[Saved data entries]
-- -- --

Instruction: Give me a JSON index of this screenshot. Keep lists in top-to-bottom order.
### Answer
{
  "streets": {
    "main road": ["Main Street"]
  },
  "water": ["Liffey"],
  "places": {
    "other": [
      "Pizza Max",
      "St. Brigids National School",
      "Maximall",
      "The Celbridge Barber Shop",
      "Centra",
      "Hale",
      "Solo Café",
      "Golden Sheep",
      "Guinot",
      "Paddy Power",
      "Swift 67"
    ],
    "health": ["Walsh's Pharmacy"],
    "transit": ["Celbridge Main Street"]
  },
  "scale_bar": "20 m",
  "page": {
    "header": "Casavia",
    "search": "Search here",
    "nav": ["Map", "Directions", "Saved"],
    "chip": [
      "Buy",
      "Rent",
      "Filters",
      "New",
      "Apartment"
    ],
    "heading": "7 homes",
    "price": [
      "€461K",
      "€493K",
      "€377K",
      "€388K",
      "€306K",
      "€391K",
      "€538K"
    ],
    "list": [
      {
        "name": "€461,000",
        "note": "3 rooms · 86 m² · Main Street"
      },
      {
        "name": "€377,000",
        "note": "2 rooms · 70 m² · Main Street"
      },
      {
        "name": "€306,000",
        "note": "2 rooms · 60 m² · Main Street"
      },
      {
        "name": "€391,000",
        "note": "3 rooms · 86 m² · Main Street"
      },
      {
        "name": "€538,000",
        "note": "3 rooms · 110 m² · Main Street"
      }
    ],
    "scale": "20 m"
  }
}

-- -- --

AIM OF THE EXERCISE =>
Respond with a number only, please: how many lines in this data include the word "rooms".

EXERCISE OUTPUT =>
5